As Kyla Wazana Tompkins has recently argued, “It is not simply the ‘what’ of what one eats that matters. It is the ‘where’ of where we eat and … the ‘who’ of who makes and who gets to eat it. … In reckoning with each of these interrogatives, by turning them into interrogatives, we can begin to get at the materialist conditions that determine how, and why, to borrow from Judith Butler, the matter of food comes to matter.”22 That Endore’s novel most underscores for us in its framing interlude the who that here eats and the where they do so, rather than just the what that is eaten there, positions us to see not the city that Gertrude Stein and Ernest Hemingway famously made their hometown but, rather, a Paris overrun by American tourists who want to munch on the modernist Paris they’ve so eagerly read about (and predigested). No less crucially, it attunes us to the favorable exchange rates that fueled such tourism and to the lingering French hunger on the fringes of the scene.

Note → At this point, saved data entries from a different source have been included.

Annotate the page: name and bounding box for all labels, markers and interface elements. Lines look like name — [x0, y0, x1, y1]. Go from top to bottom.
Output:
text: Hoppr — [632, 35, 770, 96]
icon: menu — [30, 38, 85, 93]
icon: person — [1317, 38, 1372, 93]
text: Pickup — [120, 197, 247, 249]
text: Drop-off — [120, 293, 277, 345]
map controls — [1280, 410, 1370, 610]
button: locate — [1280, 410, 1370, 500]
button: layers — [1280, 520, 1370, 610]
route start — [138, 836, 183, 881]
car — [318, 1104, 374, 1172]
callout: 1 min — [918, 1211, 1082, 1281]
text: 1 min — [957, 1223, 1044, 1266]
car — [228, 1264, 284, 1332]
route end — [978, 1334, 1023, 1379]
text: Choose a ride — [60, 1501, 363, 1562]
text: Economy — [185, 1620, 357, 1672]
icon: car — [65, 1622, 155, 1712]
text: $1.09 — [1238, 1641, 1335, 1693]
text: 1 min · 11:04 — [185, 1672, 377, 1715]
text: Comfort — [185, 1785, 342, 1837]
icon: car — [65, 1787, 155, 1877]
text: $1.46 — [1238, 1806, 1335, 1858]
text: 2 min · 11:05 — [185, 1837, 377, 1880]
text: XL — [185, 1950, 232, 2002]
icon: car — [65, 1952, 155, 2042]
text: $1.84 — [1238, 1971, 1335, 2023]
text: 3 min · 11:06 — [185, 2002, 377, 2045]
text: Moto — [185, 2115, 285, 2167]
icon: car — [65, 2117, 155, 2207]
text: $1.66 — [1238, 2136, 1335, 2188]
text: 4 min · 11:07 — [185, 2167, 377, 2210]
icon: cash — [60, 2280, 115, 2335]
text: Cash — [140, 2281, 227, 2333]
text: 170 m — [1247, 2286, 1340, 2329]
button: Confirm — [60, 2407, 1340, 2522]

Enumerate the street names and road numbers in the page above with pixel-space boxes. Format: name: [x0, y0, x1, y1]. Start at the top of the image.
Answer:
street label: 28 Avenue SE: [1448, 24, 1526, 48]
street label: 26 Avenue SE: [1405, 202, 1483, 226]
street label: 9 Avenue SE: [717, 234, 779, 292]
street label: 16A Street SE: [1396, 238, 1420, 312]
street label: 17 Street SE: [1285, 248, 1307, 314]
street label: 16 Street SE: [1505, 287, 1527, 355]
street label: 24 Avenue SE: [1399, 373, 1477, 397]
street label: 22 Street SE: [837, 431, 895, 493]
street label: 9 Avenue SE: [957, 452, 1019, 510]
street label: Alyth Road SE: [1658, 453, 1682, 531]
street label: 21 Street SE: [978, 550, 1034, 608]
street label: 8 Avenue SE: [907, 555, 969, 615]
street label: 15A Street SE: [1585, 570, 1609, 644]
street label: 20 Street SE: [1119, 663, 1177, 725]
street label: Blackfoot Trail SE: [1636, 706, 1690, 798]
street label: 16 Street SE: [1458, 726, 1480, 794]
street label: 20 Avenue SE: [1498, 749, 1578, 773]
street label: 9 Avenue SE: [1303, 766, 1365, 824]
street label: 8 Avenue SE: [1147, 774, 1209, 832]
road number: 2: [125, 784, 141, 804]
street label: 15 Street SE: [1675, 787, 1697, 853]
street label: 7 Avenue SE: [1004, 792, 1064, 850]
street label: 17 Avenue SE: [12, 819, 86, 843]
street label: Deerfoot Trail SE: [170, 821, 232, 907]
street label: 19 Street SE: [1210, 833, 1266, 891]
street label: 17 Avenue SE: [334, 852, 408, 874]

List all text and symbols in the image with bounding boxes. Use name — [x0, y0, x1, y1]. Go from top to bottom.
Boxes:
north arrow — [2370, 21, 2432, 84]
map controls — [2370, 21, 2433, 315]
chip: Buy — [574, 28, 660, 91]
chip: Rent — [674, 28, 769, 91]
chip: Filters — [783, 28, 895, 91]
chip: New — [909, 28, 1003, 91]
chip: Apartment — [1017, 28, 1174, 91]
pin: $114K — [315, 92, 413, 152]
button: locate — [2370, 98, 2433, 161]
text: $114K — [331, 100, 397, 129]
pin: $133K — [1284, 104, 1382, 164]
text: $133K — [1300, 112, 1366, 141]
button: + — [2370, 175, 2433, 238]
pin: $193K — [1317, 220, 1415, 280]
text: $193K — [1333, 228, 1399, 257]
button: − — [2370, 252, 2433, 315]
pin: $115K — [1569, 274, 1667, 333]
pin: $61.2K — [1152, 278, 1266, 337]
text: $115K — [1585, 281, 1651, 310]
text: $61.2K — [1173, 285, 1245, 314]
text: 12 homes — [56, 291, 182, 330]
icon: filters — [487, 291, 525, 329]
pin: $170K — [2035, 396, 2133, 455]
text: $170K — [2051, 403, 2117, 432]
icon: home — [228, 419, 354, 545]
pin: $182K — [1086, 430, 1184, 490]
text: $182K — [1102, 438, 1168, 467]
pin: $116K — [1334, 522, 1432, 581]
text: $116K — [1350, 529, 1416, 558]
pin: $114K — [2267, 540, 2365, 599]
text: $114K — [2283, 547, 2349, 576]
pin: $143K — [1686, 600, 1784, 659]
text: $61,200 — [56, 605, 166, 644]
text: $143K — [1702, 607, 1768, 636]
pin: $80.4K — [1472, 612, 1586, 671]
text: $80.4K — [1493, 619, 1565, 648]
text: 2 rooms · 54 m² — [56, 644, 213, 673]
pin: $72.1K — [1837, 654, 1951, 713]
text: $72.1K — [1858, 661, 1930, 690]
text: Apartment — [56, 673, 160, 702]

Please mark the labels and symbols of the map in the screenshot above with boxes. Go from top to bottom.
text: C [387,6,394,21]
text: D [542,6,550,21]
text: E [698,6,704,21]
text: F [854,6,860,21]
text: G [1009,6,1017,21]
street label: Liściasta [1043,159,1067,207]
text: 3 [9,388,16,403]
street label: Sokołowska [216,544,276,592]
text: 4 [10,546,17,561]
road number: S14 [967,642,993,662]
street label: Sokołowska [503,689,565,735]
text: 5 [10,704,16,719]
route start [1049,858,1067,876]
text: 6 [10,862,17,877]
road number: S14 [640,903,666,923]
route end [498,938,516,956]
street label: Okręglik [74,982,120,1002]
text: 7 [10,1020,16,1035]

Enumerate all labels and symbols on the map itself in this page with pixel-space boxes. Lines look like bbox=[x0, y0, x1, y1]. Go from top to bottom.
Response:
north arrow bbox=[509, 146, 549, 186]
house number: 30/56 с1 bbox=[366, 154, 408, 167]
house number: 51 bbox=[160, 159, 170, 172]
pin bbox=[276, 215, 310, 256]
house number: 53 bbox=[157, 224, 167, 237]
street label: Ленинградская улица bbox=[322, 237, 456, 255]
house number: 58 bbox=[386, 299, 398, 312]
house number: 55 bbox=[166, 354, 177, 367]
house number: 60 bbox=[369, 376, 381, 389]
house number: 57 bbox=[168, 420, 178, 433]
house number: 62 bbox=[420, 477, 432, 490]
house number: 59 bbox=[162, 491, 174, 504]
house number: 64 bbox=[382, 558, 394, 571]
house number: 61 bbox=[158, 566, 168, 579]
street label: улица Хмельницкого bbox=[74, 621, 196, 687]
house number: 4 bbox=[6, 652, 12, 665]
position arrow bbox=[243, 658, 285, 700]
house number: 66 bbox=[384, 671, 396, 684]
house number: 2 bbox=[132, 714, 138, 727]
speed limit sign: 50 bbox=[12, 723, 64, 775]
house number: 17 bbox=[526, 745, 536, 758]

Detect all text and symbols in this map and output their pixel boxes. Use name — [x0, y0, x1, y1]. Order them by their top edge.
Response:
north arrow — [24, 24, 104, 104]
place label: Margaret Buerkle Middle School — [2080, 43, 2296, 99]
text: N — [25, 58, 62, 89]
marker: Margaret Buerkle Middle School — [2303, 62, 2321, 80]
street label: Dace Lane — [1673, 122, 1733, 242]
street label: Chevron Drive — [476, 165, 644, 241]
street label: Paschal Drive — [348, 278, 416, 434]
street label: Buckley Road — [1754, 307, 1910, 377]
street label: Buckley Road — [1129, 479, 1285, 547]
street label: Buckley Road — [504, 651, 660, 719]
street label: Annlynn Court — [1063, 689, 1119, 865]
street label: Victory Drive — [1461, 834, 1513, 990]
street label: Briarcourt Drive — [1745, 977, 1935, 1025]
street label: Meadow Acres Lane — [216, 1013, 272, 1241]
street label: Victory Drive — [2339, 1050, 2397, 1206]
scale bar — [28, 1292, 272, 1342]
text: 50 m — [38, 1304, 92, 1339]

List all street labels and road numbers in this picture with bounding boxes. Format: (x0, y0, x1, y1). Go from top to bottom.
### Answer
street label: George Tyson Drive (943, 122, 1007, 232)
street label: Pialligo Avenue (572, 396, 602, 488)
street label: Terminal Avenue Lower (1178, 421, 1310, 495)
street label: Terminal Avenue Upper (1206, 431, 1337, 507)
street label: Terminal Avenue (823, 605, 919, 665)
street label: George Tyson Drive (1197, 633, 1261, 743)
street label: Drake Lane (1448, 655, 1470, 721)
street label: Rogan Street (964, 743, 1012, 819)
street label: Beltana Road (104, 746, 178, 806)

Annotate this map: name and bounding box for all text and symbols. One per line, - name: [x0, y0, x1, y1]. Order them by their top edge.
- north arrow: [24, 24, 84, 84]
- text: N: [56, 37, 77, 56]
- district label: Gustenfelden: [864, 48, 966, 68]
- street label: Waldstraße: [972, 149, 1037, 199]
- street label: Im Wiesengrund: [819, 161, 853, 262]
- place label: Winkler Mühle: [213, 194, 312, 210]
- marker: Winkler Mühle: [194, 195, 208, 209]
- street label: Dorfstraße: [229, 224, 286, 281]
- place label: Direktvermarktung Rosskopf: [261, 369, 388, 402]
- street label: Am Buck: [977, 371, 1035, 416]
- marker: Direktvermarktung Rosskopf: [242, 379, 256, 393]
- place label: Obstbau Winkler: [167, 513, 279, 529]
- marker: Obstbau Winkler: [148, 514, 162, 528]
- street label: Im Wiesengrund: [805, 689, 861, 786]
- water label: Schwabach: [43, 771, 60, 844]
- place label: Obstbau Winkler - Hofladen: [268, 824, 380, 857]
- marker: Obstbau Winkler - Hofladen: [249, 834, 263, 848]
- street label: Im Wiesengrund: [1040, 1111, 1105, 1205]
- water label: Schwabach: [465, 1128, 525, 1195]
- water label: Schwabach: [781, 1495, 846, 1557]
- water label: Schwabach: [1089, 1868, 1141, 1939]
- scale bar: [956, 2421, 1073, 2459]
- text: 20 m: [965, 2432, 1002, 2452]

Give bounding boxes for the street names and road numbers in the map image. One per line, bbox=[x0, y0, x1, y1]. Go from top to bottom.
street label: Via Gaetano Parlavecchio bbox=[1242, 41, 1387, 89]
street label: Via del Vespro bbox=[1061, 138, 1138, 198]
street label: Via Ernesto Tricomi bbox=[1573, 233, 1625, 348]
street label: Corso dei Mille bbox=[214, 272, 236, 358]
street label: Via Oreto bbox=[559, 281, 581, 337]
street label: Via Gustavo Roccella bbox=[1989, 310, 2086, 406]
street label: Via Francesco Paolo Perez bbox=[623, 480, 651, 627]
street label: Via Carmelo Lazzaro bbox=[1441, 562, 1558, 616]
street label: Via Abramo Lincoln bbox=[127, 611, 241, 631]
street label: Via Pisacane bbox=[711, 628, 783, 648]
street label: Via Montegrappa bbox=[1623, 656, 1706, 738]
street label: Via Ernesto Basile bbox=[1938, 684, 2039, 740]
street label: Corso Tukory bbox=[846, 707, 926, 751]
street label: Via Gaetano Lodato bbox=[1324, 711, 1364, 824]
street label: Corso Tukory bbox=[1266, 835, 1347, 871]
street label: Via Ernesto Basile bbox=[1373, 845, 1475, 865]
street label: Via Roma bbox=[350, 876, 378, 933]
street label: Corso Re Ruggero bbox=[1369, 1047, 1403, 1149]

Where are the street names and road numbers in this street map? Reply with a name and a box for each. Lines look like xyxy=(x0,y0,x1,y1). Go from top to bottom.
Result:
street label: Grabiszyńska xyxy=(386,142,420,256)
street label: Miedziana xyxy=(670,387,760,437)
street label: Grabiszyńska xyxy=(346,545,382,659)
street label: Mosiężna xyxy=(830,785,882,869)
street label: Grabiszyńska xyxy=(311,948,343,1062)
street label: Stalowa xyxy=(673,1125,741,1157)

In so doing, the novel pointedly indexes how the postwar US economic boom and the explosion of American tourism to Paris in the interwar years increasingly reshaped—indeed, Americanized—the city’s culinary scene. As historian Brooke L. Blower explains, by the mid-1920s Americans “could shop at American grocery stores stocked with Campbell’s soup, Aunt Jemima’s pancake flour, marshmallows, cornflakes, and peanut butter,” and “once-French, once-famous restaurants advertise[d] Vermont sassidge and maple syrup,” even as “travel exposés constantly stressed the dollar as a local form of carte blanche; it was, as a young Ernest Hemingway reported to the Toronto Star, ‘the key to Paris.’”23 Eliane’s hunger thus most immediately frames our entrance [End Page 29] into the werewolf plot, but more importantly it sets the scene for the role that both scarcity and outsized appetites will play in that seemingly unconnected narrative to come—for the way, in other words, that monstrous “eating” and who might be said to partake in it will be consistently reimagined throughout the novel.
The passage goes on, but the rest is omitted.